About this exercise » Transcribe these records exactly, dropping every picture.

Given data »
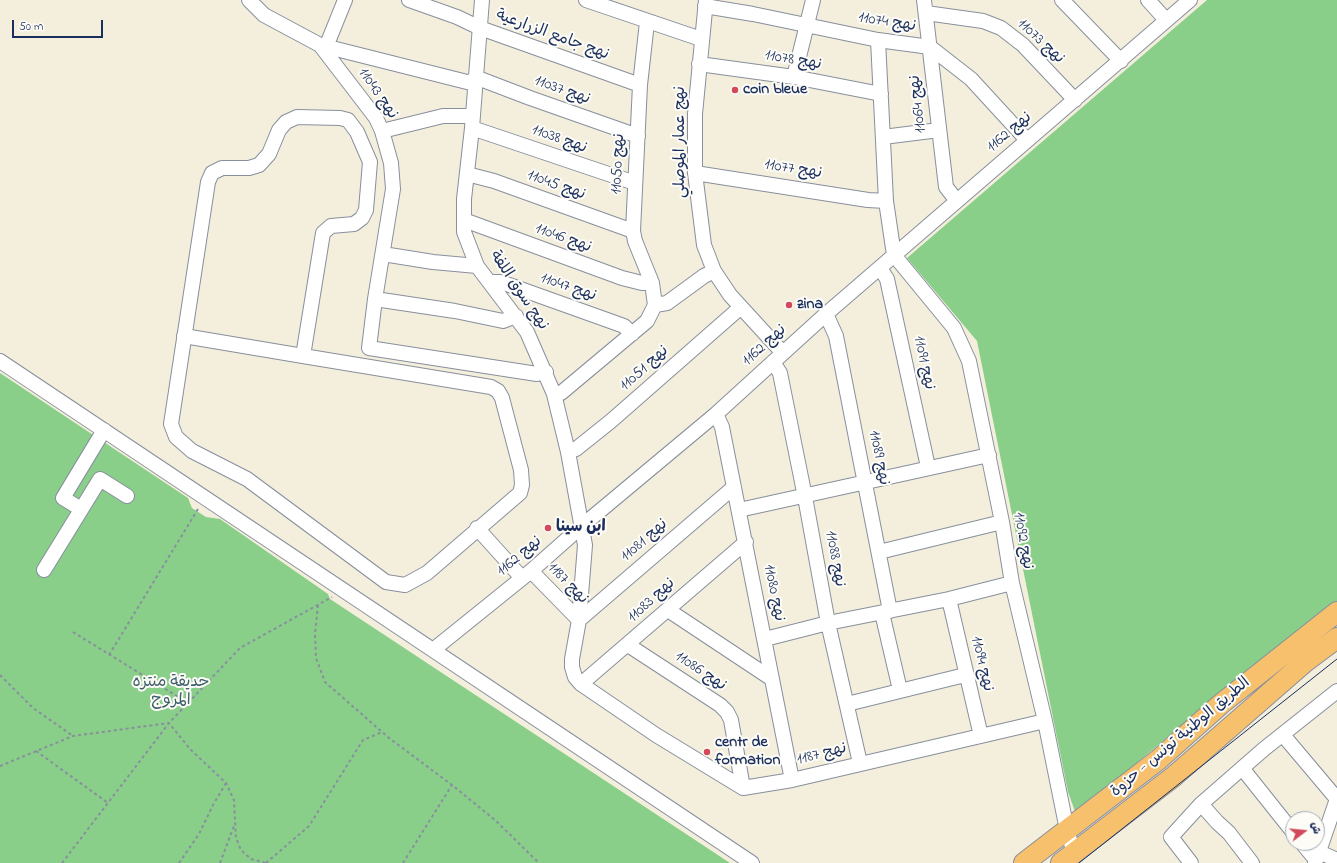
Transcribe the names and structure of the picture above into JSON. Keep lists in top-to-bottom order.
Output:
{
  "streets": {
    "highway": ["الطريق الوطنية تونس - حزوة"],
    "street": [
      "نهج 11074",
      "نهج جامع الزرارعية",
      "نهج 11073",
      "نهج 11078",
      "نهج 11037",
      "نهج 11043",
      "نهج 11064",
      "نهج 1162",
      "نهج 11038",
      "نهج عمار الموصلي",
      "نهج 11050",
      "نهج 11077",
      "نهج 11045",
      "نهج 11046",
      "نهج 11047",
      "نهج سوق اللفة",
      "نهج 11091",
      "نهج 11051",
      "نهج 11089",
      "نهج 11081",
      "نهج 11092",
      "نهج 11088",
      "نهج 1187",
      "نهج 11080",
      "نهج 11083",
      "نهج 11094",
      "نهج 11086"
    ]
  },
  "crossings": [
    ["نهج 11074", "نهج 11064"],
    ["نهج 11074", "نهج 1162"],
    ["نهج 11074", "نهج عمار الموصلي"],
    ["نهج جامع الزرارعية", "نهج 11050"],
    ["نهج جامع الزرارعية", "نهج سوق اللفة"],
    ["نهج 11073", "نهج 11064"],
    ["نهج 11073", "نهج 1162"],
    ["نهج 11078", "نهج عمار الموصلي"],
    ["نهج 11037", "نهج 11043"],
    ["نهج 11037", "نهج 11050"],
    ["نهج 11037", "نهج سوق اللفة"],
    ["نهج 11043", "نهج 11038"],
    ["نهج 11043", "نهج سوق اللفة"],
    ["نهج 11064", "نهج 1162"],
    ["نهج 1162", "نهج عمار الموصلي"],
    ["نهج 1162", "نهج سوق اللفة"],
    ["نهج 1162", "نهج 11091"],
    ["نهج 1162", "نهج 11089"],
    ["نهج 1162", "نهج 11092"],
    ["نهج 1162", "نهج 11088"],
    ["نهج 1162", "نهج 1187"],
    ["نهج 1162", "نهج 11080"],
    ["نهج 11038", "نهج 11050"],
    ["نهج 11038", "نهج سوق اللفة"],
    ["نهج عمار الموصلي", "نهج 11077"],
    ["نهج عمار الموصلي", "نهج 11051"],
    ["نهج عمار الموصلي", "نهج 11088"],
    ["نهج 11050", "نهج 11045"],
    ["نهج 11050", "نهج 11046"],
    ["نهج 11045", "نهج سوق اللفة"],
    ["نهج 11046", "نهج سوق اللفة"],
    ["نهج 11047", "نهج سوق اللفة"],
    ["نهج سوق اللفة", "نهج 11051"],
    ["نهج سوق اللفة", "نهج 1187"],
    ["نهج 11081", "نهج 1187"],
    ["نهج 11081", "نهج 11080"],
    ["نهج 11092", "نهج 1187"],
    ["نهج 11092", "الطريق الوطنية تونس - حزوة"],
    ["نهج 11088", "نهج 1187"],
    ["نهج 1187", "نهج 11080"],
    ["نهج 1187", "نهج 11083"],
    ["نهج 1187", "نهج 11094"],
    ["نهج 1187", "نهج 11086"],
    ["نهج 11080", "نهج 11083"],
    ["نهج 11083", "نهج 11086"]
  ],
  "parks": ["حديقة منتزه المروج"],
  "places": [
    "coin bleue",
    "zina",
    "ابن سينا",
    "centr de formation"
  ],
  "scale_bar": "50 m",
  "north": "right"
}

Task response »
Transcribe the names and structure of the picture above into JSON. Keep lists in top-to-bottom order.
Output:
{
  "streets": {
    "highway": ["الطريق الوطنية تونس - حزوة"],
    "street": [
      "نهج 11074",
      "نهج جامع الزرارعية",
      "نهج 11073",
      "نهج 11078",
      "نهج 11037",
      "نهج 11043",
      "نهج 11064",
      "نهج 1162",
      "نهج 11038",
      "نهج عمار الموصلي",
      "نهج 11050",
      "نهج 11077",
      "نهج 11045",
      "نهج 11046",
      "نهج 11047",
      "نهج سوق اللفة",
      "نهج 11091",
      "نهج 11051",
      "نهج 11089",
      "نهج 11081",
      "نهج 11092",
      "نهج 11088",
      "نهج 1187",
      "نهج 11080",
      "نهج 11083",
      "نهج 11094",
      "نهج 11086"
    ]
  },
  "crossings": [
    ["نهج 11074", "نهج 11064"],
    ["نهج 11074", "نهج 1162"],
    ["نهج 11074", "نهج عمار الموصلي"],
    ["نهج جامع الزرارعية", "نهج 11050"],
    ["نهج جامع الزرارعية", "نهج سوق اللفة"],
    ["نهج 11073", "نهج 11064"],
    ["نهج 11073", "نهج 1162"],
    ["نهج 11078", "نهج عمار الموصلي"],
    ["نهج 11037", "نهج 11043"],
    ["نهج 11037", "نهج 11050"],
    ["نهج 11037", "نهج سوق اللفة"],
    ["نهج 11043", "نهج 11038"],
    ["نهج 11043", "نهج سوق اللفة"],
    ["نهج 11064", "نهج 1162"],
    ["نهج 1162", "نهج عمار الموصلي"],
    ["نهج 1162", "نهج سوق اللفة"],
    ["نهج 1162", "نهج 11091"],
    ["نهج 1162", "نهج 11089"],
    ["نهج 1162", "نهج 11092"],
    ["نهج 1162", "نهج 11088"],
    ["نهج 1162", "نهج 1187"],
    ["نهج 1162", "نهج 11080"],
    ["نهج 11038", "نهج 11050"],
    ["نهج 11038", "نهج سوق اللفة"],
    ["نهج عمار الموصلي", "نهج 11077"],
    ["نهج عمار الموصلي", "نهج 11051"],
    ["نهج عمار الموصلي", "نهج 11088"],
    ["نهج 11050", "نهج 11045"],
    ["نهج 11050", "نهج 11046"],
    ["نهج 11045", "نهج سوق اللفة"],
    ["نهج 11046", "نهج سوق اللفة"],
    ["نهج 11047", "نهج سوق اللفة"],
    ["نهج سوق اللفة", "نهج 11051"],
    ["نهج سوق اللفة", "نهج 1187"],
    ["نهج 11081", "نهج 1187"],
    ["نهج 11081", "نهج 11080"],
    ["نهج 11092", "نهج 1187"],
    ["نهج 11092", "الطريق الوطنية تونس - حزوة"],
    ["نهج 11088", "نهج 1187"],
    ["نهج 1187", "نهج 11080"],
    ["نهج 1187", "نهج 11083"],
    ["نهج 1187", "نهج 11094"],
    ["نهج 1187", "نهج 11086"],
    ["نهج 11080", "نهج 11083"],
    ["نهج 11083", "نهج 11086"]
  ],
  "parks": ["حديقة منتزه المروج"],
  "places": [
    "coin bleue",
    "zina",
    "ابن سينا",
    "centr de formation"
  ],
  "scale_bar": "50 m",
  "north": "right"
}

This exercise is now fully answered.